Entenda o caso – ao ser abordado por agentes da PRF, o condutor de um caminhão iniciou fuga por não possuir carteira de habilitação. Ocorreu uma perseguição que resultou em acidente. Após atirarem nos pneus do veículo, os agentes conseguiram, então, que o condutor parasse o caminhão e, ao solicitarem que ele descesse do veículo, o motorista ficou parado, o que levou os agentes a retirá-lo mediante uso moderado de força, segundo depoimentos dos próprios agentes.

Na 4.ª Turma, o relator do processo, desembargador federal Ítalo Fioravanti Sabo Mendes, entendeu que a ação contra o caminhoneiro por tentativa de homicídio não merece continuar, pois a forma tentada de homicídio é incompatível com o dolo eventual. “Tentativa somente será admissível quando a conduta do agente for finalística e diretamente dirigida à produção de um resultado, e não nas hipóteses em que somente assuma o risco de produzi-lo”, explicou o relator.

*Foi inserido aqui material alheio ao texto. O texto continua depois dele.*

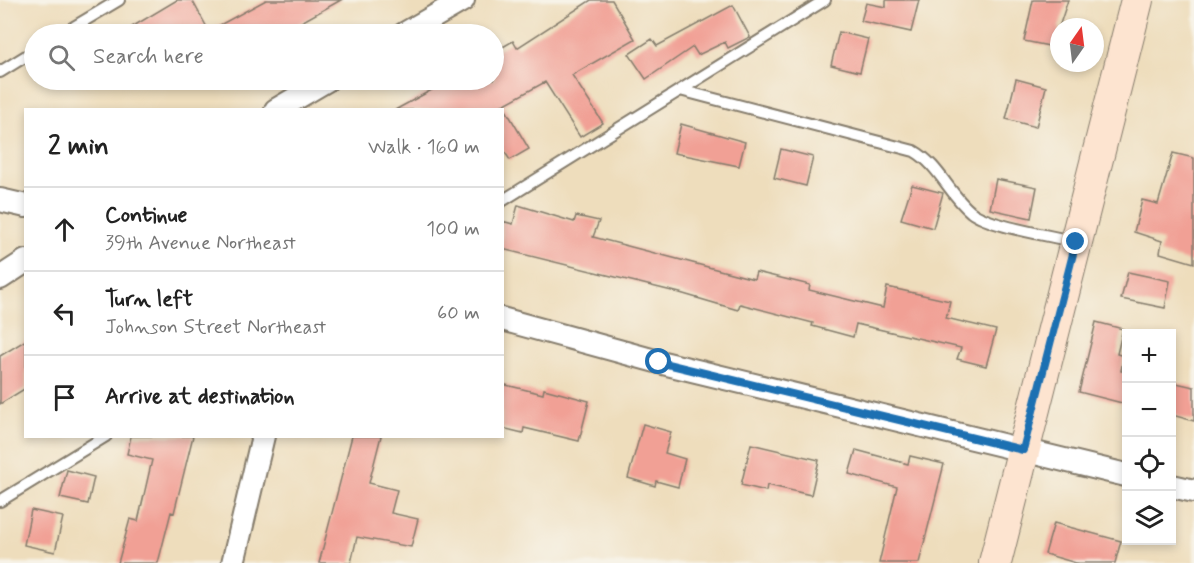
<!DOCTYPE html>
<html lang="en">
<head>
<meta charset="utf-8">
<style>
	:root { --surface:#fff; --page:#f2f2f2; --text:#222; --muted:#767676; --line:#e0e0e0 }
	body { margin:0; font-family:Mynerve,sans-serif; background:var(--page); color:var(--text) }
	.controls { position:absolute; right:18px; bottom:18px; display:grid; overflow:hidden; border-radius:0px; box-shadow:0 3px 9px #0003 }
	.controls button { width:54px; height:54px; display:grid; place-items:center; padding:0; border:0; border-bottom:2px solid var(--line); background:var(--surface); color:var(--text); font:30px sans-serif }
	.compass { position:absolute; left:1050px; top:18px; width:54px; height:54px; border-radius:50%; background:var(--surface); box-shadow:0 3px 9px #0003; rotate:14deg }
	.stop { position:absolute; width:18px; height:18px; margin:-14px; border:4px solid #1f6fb2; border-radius:50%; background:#fff }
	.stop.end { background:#1f6fb2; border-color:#fff; box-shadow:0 2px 6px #0008 }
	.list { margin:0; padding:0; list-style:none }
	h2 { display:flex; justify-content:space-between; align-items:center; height:78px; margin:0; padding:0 24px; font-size:26px }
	h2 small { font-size:20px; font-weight:400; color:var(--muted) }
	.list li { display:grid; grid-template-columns:39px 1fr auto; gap:18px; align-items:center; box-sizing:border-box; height:84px; padding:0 24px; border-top:2px solid var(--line) }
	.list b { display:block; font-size:22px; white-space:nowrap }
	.list p { margin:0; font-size:20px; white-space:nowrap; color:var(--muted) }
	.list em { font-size:20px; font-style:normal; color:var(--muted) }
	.icon { flex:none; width:33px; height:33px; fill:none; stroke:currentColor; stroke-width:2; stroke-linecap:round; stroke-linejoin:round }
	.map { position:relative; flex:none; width:1194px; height:563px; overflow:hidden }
	.search { position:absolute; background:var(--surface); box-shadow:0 3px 9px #0003; left:24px; top:24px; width:480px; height:66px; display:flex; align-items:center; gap:15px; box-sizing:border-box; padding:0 21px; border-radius:33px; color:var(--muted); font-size:22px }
	.panel { position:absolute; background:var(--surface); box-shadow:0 3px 9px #0003; left:24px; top:108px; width:480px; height:330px; border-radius:0px }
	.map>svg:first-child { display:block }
</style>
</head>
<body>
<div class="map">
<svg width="1194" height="563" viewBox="0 0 1194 563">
	<rect width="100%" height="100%" fill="#f7f3e8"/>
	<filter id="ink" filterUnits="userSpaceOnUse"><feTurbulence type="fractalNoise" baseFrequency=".0167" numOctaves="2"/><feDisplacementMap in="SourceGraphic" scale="12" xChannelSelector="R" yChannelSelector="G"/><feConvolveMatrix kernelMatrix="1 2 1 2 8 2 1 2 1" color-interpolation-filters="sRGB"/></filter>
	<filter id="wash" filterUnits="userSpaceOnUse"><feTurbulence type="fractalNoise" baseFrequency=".008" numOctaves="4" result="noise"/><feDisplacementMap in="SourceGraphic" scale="24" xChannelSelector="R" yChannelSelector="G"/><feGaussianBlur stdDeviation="1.35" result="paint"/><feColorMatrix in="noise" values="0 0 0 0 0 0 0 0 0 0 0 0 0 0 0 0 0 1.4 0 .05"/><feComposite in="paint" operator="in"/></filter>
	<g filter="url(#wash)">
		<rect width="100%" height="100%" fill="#eeddbc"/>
		<g id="blocks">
			<path fill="#f1a095" d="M177,0H192L209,31L266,0H341L280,34H120Z
				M591,0H612L635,39L572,75L603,123L580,137L545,82L503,105L529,149L510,160L502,148V105L495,110H395L450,80H494V52L513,41L517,48Z
				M886,0H919L911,32L861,21L866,3L886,7Z
				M1033,0H1068L1059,27V48L1024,41Z
				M733,5L750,37L728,48L725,42L698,55L693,47L646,79L629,54L652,39L657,46Z
				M839,32L868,39L860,72L831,65Z
				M1016,79L1046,87L1036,127L1006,119Z
				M681,124L745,142L739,166L674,153Z
				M781,149L813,157L806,186L774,178Z
				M1173,153L1194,158V263L1160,253L1162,241L1134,232L1142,200L1158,204Z
				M996,179L1037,187L1031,218L990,209Z
				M912,185L943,193L933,228L901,219Z
				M518,205L574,222L576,216L599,221L593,237L754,279L756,272L810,285L809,290L883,308L887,287L950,301L946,318L996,330L986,366L957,359L961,348L856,324L853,337L812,326L813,323L740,304L738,310L680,293L502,249V221L513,224Z
				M1128,272L1170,281L1165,308L1121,299Z
				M1096,322L1123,329L1117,354L1124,356L1121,371L1126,372V404L1079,392Z
				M26,340V388L0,404V356Z
				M1172,382L1194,387V421L1172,415Z
				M502,384L543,394L544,389L589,401L579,441L524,428L523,433L502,428Z
				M643,424L671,432L665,453L685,459L678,487L656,481L655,486L628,478Z
				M131,436H193L174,513L171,512L158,563H118L130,519L138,521L152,460L127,454Z
				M352,436H381L369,483L397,490L391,513L418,519L411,547L357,537L351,563H319Z
				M751,444L819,460L811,495L767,485L766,491L741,485Z
				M856,450L908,464L910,456L944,464L919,563H879L897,487L849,474Z
				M67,470L94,477L88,504L60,498Z
				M31,510L63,517L55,552L24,545Z
				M1054,523L1121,541L1115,563H1076L1045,554Z"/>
		</g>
	</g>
	<g filter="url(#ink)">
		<use href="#blocks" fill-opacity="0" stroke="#857c6c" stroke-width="1.5"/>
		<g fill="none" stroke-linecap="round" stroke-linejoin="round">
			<defs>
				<path id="lane" d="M62,34L119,0
					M0,72L34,51
					M680,90L914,151C939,165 949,194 971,212C989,226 1047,235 1072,241
					M502,201L825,0
					M0,501L106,436"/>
				<path id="street" d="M404,34L463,0
					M276,110L327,80
					M0,200L26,206
					M0,278L26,261
					M502,319L659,362L1126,475
					M1172,486L1194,491
					M233,563L263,436"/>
				<path id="secondary" d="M995,563L1137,0"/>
			</defs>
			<use href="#lane" stroke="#857c6c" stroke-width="14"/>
			<use href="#street" stroke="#857c6c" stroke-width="26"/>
			<use href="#secondary" stroke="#857c6c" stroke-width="34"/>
			<use href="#lane" stroke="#fff" stroke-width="10"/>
			<use href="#street" stroke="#fff" stroke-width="22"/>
			<use href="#secondary" stroke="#fde4d0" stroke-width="32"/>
		</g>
	</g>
	<g fill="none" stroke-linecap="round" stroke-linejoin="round" filter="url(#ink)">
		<path stroke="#1f6fb2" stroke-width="8" d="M659,362L1023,450L1076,242"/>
	</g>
</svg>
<div class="controls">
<button>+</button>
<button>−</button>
<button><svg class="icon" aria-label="locate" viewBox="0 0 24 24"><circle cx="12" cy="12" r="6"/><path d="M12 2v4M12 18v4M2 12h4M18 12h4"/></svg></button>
<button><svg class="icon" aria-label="layers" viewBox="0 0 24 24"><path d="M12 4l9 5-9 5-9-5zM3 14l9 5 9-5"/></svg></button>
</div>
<svg class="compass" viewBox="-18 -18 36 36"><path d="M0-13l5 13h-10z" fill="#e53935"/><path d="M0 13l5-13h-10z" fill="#767676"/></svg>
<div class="stop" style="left:659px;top:362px"></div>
<div class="stop end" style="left:1076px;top:242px"></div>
<div class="search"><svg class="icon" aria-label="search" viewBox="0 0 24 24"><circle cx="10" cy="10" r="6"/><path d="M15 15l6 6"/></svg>Search here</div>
<section class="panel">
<h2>2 min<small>Walk · 160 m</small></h2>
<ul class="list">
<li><svg class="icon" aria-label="ahead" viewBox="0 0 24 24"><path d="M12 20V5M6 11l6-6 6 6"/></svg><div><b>Continue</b><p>39th Avenue Northeast</p></div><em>100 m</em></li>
<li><svg class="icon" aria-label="left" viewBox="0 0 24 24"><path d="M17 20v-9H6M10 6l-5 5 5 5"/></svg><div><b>Turn left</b><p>Johnson Street Northeast</p></div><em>60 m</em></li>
<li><svg class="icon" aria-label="arrive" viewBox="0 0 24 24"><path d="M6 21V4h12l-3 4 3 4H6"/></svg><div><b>Arrive at destination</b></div></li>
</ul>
</section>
</div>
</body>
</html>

O magistrado afirmou, ainda, que nos autos não há elementos suficientes para que se reconheça, na conduta do denunciado, o dolo de matar alguém. “Ao que tudo indica a intenção do agente era de se furtar à abordagem policial e não matar seus perseguidores. Não prospera, portanto, a denúncia no tocante ao crime previsto no art. 121 do CP”, concluiu. O desembargador afirmou ainda que o risco de colisão ou outra forma de acidente é previsível e inerente à perseguição entre veículos automotores, risco que, de mais a mais, também foi assumido pelos policiais que o perseguiam, com similar velocidade, em condição de pouca visibilidade.

Por outro lado, no que se refere ao delito previsto no art. 329, a denúncia indica que, no momento da abordagem, o denunciado segurou firmemente no volante e desferiu socos e pontapés nos policiais, gerando a necessidade do uso de algemas. A esse respeito, Ítalo Mendes baseou-se no relatório do MPF onde “são uníssonos os depoimentos dos policiais ao afirmarem que o condutor permaneceu inerte, demonstrando que não deixaria o veículo e, após ordenar de forma clara e precisa que o condutor deixasse o veículo, não sendo atendido, foi necessário retirá-lo mediante uso moderado da força”. Assim, entendeu que “o delito de resistência foi demonstrado pela denúncia de forma suficiente para fins de recebimento, vez que os fatos narrados demonstraram claramente a materialidade e autoria”.

A Turma acompanhou, de forma unânime, o voto do relator e determinou o recebimento da denúncia apenas pelo delito de oposição à execução de ato legal.